DNR board should acknowledge realities of climate change
The recent article by Bo Petersen, “DNR climate-change report under wraps,” concerning a 2011 S.C. Department of Natural Resources climate change report being kept under wraps by the SCDNR board is beyond perplexing.
Thanks to Gov. Nikki Haley and her desire to have more “business friendly agencies,” the DNR board consists of a CEO of a construction firm, a restaurant owner, the owner of a fishing supply store, a car wash owner, a peach farmer, a real estate developer and the vice president of Lowes.
Not one biologist or anybody with a degree anywhere close to the sciences, which would explain board member Caroline Rhodes’ characterization of the climate report in question as “highly technical, with a level of science beyond the ken of board members as lay people.”
Mrs. Rhodes is also quoted as saying, “It seemed like it (the report) was trying to say a lot without us having the knowledge to stand behind it. And it’s a controversial subject; there’s a lot of pros and cons.”
The group creating the report had 18 members, including seven Ph.D.’s, a climatologist and at least five other agency biologists.
One scientist involved in the initial work on the report for the DNR was quoted in the State newspaper as saying there were political concerns about the report. Apparently, they were afraid that it would hurt businesses and industry by imposing unnecessary regulation. “Unnecessary” meaning protecting the environment as opposed to protecting industry.
In the report, these 18 scientists have concluded that the Palmetto State should prepare for increases in wildlife disease, loss of prime duck hunting habitat and the potential invasion of non-native species.

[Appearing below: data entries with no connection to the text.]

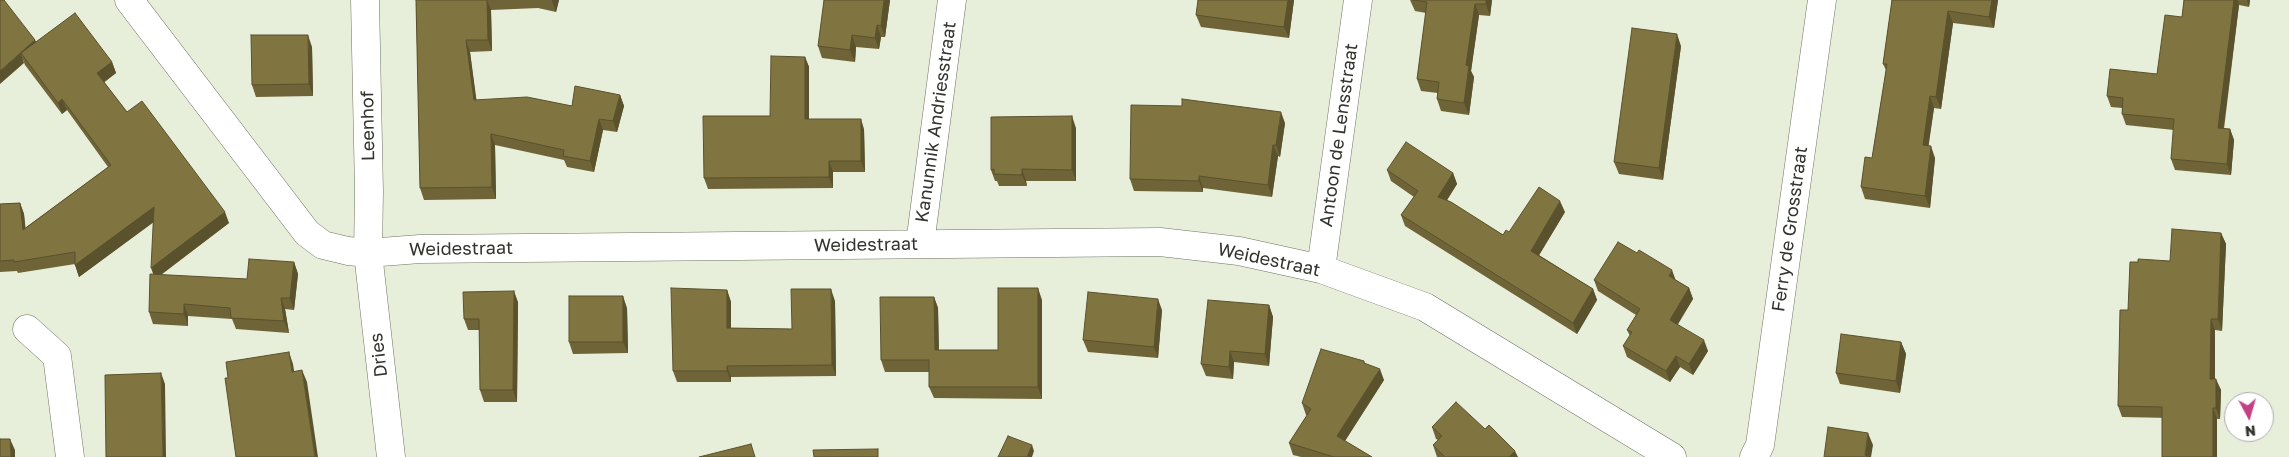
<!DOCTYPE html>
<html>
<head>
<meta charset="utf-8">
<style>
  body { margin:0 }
  #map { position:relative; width:2289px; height:457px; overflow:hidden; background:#e7eeda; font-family:"Golos Text",sans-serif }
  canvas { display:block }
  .north { position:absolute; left:2224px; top:392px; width:50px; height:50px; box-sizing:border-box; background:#fff; border:1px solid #adadab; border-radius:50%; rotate:174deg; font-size:14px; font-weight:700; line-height:20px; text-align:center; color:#31332c }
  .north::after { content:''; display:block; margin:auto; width:18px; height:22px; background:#c44085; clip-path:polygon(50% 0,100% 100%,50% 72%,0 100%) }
</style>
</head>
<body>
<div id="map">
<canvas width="2289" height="457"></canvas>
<div class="north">N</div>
</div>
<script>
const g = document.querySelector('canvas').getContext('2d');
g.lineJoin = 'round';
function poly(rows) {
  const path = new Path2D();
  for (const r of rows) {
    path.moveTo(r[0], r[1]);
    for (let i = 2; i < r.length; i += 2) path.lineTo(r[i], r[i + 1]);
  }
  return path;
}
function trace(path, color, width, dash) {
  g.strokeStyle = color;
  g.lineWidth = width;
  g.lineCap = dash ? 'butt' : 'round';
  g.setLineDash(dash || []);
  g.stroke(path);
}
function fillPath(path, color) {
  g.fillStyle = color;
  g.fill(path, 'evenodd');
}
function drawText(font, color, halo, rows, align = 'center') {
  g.font = font + ' "Golos Text",sans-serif';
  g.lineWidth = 5;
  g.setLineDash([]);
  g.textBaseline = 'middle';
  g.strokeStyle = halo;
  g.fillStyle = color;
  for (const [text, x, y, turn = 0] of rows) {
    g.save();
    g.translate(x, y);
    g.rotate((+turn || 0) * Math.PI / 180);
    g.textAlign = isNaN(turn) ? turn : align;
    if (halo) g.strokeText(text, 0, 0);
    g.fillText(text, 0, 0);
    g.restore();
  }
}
const street = poly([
  [129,0,307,233,323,245,348,251,368,253,420,249,1160,242,1239,251,1321,269,1425,307,1672,457],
  [365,0,369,191,368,253,391,457],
  [920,244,952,0],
  [1321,269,1358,0],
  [27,329,57,356,70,457],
  [1754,457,1760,445,1822,0]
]);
trace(street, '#6e7463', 29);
trace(street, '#fff', 28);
fillPath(poly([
  [0,0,35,40,36,42,112,62,116,73,104,82,127,112,229,223,161,275,247,279,294,262,298,274,294,310,285,309,289,333,236,329,232,319,188,316,188,326,153,324,149,312,153,274,153,222,79,277,75,264,18,273,17,271,0,272,0,204,20,203,24,214,25,228,108,167,67,110,62,114,25,65],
  [416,0,559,0,556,12,538,8,491,10,492,51,470,52,476,100,572,106,620,95,624,106,617,132,603,130,594,172,567,167,564,160,495,145,496,199,424,200,420,188],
  [890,0,885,37,881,37,879,49,856,47,855,62,822,58,818,46],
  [1294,0,1289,38,1201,27,1196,15],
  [1410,0,1492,0,1490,16,1479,15,1471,71,1474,77,1469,115,1441,111,1437,99,1438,93,1421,91,1417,79,1426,13,1415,11],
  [1892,0,1998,0,1994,28,1953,23,1941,109,1934,108,1928,146,1935,158,1930,208,1865,199,1861,187,1872,158,1886,70,1883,64],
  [2184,0,2250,0,2249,7,2239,5,2224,129,2230,129,2234,140,2231,175,2175,170,2171,159,2174,130,2126,125,2122,114,2122,108,2111,107,2107,96,2157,74,2182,17],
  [1681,46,1663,180,1619,174,1614,162],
  [312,47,313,96,256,97,252,85],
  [805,57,809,67,809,119,864,129,865,172,833,172,833,188,708,189,704,178,770,116],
  [1285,123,1280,157,1278,156,1272,197,1203,188,1203,192,1134,191,1130,179],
  [1076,128,1076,181,1026,181,1027,186,999,186,997,181,995,181,991,170],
  [1387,170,1453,173,1457,184,1447,200,1503,235,1509,232,1565,212,1539,255,1593,289,1597,300,1577,334,1405,226,1401,215,1414,197,1391,181],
  [2221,233,2226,244,2222,331,2215,330,2215,379,2221,390,2220,419,2122,417,2118,406,2128,310,2170,261],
  [1594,280,1675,280,1689,288,1693,299,1677,324,1708,351,1693,375,1680,367,1670,382,1627,357,1623,346,1630,336,1627,330,1636,315,1598,291],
  [727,290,731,302,731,328,792,329,835,301,836,376,731,377,731,382,677,382,673,371],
  [934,297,938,308,939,350,998,350,1042,300,1042,399,934,398,929,387,929,372,885,372,881,360],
  [518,302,517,402,484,402,480,390,479,330,468,330,464,319],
  [1269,305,1273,317,1269,366,1234,362,1233,379,1206,376,1201,364],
  [627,308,628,353,573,354,569,342],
  [1162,310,1158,358,1088,352,1083,340],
  [1901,342,1906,354,1900,393,1840,384,1836,373],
  [1364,361,1365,364,1384,380,1345,441,1372,457,1301,457,1293,455,1289,443,1307,415,1306,415,1302,403],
  [1432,427,1485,429,1518,457,1437,457,1433,445,1438,440,1436,439]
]), '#6e6437');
fillPath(poly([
  [487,0,491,10,492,51,488,40],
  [552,0,559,0,556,12,552,1],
  [884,0,890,0,885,37,881,26],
  [1288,0,1294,0,1289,38,1284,27],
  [1486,0,1492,0,1490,16,1486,4],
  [1992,0,1998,0,1994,28,1989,17],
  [2234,0,2238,0,2239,5,2222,139,2218,128],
  [2247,0,2250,0,2249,7],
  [1475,4,1479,15,1471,71,1474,77,1469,115,1464,103,1466,65],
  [1948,11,1953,23,1941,109,1936,97],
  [877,25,881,37,879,49,875,38],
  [1677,34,1681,46,1663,180,1659,168],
  [308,35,312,47,313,96,309,84],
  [852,35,856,47,855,62,850,50],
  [35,40,39,50,21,53,24,63,0,84,0,71],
  [466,40,470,52,478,111,474,100],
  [805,57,809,67,809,130,805,119],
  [112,62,116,73,102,84,97,73],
  [620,95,624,106,617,132,613,121],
  [1930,96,1934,108,1927,157,1923,145],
  [62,99,67,110,62,114,58,103],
  [1281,112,1285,123,1280,157,1276,145],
  [1072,116,1076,128,1076,181,1072,170],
  [599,119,603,130,594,172,590,161],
  [861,119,864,129,865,172,861,161],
  [2230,129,2234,140,2231,175,2227,164],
  [491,134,495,145,496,199,492,187],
  [1273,145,1278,156,1272,197,1268,185],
  [1931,146,1935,158,1930,208,1925,196],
  [829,161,833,172,833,188,829,177],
  [1022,169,1026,181,1027,186,1022,175],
  [1453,173,1457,184,1442,208,1438,197],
  [1199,176,1203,188,1203,192,1199,181],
  [1560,201,1565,212,1535,262,1531,251],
  [20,203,24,214,27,241,23,230],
  [154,207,158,219,79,277,75,265],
  [225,212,229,223,155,279,151,268],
  [2221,233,2226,244,2222,331,2218,319],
  [294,262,298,274,294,310,290,298],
  [1672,270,1676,281,1669,276],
  [1038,288,1042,300,1042,399,1038,387],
  [1689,288,1693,299,1674,331,1670,320],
  [831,289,835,301,836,376,832,365],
  [1593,289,1597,300,1577,334,1573,323],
  [727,290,731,302,731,340,727,328],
  [514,291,518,302,517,402,513,390],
  [623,296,627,308,628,353,623,342],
  [934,297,938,308,939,362,935,350],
  [281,298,285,309,289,333,284,321],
  [1158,299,1162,310,1158,358,1154,347],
  [184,304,188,316,188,326,184,314],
  [1269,305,1273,317,1269,366,1265,354],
  [2211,319,2215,330,2215,390,2210,379],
  [1704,340,1708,351,1693,375,1689,364],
  [1901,342,1906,354,1900,393,1896,381],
  [1230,351,1234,362,1233,379,1229,367],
  [289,352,293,364,296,383,292,372],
  [1676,356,1680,367,1670,382,1666,371],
  [727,366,731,377,731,382,727,371],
  [1380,369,1384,380,1341,447,1337,436],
  [302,370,307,382,318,457,315,457],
  [161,373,165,384,166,457,163,457],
  [2216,379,2221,390,2220,419,2216,408],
  [2213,408,2217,419,2217,457,2213,457],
  [1868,433,1873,445,1871,457,1866,457,1865,455],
  [10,439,15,450,15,457,11,457],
  [1032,445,1034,451,1032,457,1027,457],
  [1515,451,1518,457,1509,457]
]), '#5a512d');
const building = poly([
  [0,0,4,0,35,40,0,71,0,0],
  [416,0,487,0,488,40,466,40,474,100,527,97,572,106,575,86,620,95,613,121,599,119,590,161,563,156,564,150,491,134,492,187,420,188,416,0],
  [824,0,884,0,881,26,877,25,875,38,852,35,850,50,818,46,824,0],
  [1198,0,1288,0,1284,27,1196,15,1198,0],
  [1413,0,1486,0,1486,4,1475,4,1466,65,1469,66,1464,103,1437,99,1439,82,1417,79,1427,2,1413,0],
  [1892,0,1992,0,1989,17,1948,11,1936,97,1930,96,1923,145,1931,146,1925,196,1861,187,1865,157,1872,158,1887,64,1883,64,1892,0],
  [2184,0,2234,0,2218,128,2230,129,2227,164,2171,159,2174,119,2122,114,2123,98,2107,96,2110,69,2157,74,2165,15,2182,17,2184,0],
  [75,13,112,62,97,73,127,112,142,101,225,212,151,268,154,207,75,265,75,252,14,262,14,260,0,261,0,204,20,203,23,230,111,165,62,99,58,103,21,53,75,13],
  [1632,28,1677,34,1659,168,1614,162,1632,28],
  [251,35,308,35,309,84,252,85,251,35],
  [771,56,805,57,805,119,861,119,861,161,829,161,829,177,704,178,703,116,770,116,771,56],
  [1182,99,1281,112,1276,145,1273,145,1268,185,1199,176,1199,181,1130,179,1131,105,1182,106,1182,99],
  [1072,116,1072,170,1022,169,1022,175,994,174,994,169,991,170,991,117,1072,116],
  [1406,142,1453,173,1438,197,1451,202,1503,235,1506,230,1509,232,1539,187,1560,201,1531,251,1593,289,1573,323,1401,215,1418,191,1387,170,1406,142],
  [2172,229,2221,233,2218,319,2211,319,2210,379,2216,379,2216,408,2213,408,2213,457,2162,457,2162,407,2118,406,2120,310,2128,310,2130,262,2138,262,2138,259,2170,261,2172,229],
  [1618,242,1637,253,1639,250,1672,270,1669,276,1689,288,1670,320,1704,340,1689,364,1676,356,1666,371,1623,346,1632,332,1627,330,1640,309,1594,280,1618,242],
  [249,259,294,262,290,298,281,298,284,321,231,318,230,308,184,304,184,314,149,312,150,274,247,279,249,259],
  [671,288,727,290,727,328,792,329,791,289,831,289,832,365,727,366,727,371,673,371,671,288],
  [998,288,1038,288,1038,387,929,387,929,360,881,360,880,297,934,297,935,350,998,350,998,288],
  [514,291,513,390,480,390,479,319,464,319,463,292,514,291],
  [1088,292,1158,299,1154,347,1083,340,1088,292],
  [569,296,623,296,623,342,569,342,569,296],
  [1208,300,1269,305,1265,354,1230,351,1229,367,1201,364,1208,300],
  [1841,334,1901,342,1896,381,1836,373,1841,334],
  [1321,349,1364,361,1364,363,1380,369,1337,436,1372,457,1334,457,1289,443,1311,409,1302,403,1321,349],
  [289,352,292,372,302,370,315,457,236,457,225,378,228,378,226,362,289,352],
  [161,373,163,457,106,457,105,375,161,373],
  [1456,402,1485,429,1489,425,1515,451,1509,457,1445,457,1433,445,1442,436,1432,427,1456,402],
  [1828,427,1868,433,1865,455,1868,457,1824,457,1828,427],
  [1008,436,1032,445,1027,457,998,457,1008,436],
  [0,439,10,439,11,457,0,457,0,439],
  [751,444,755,457,699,457,751,444],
  [878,449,878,457,814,457,813,450,878,449]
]);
fillPath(building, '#807440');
trace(building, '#5a512d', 1);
drawText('18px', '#31332c', '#fff', [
  ["Kanunnik Andriesstraat",936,122,-82],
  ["Leenhof",368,126,-91],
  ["Antoon de Lensstraat",1339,135,-82],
  ["Ferry de Grosstraat",1790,229,-82],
  ["Weidestraat",866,245,-1],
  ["Weidestraat",461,249,-1],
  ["Weidestraat",1269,260,12],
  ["Dries",379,355,-97]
]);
</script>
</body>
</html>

Their studies have also shown that landings of brown shrimp, a major commercial species, have dropped steadily in the past 20 years. Scientists suspect brown shrimp need colder winters for healthy populations.
They have also found that climate change could deplete food sources for young fish, reduce the population of hatching male loggerhead sea turtles due to higher beach sand temperatures, cause more “dead zones” in the ocean, worsen droughts that kill marsh grasses and push saltwater farther into coastal rivers, thereby killing off or depleting some species of fish and potentially affecting drinking water supplies.
It could cause increased flooding of beaches and marshes, increased disease that affects shrimp and crabs, and the possibility that the sea level could rise as much as two feet in the next century. Now, I ask you, is anything in the previous paragraph “highly technical”?
The reason the board members don’t have “the knowledge to stand behind it” is because they are not climatologists or biologists, and none of them has a Ph.D.
Are board members required to understand the reports they receive from the DNR staff, or are they required to trust the scientists and the science to make sound findings and judgments, then present these findings to the people of our state so that we can be in the know about what is happening and what can potentially happen to our environment?
The board should be making sure that the DNR takes a lead role in educating the public about climate change and what we can do to slow down the process. But instead, it is hiding a report from the public because bad news about climate change is very bad news for business.
Let’s not forget that the majority of the DNR board was appointed by our climate change naysayer governor to make our agencies more “business friendly.”
What about the fishing business? What about the shrimping business? What about the environmental coastal touring business? Climate change will definitely not be good business for them.
With all due respect to the board members, the only people who find climate change “controversial” nowadays are those who get their science from Fox News.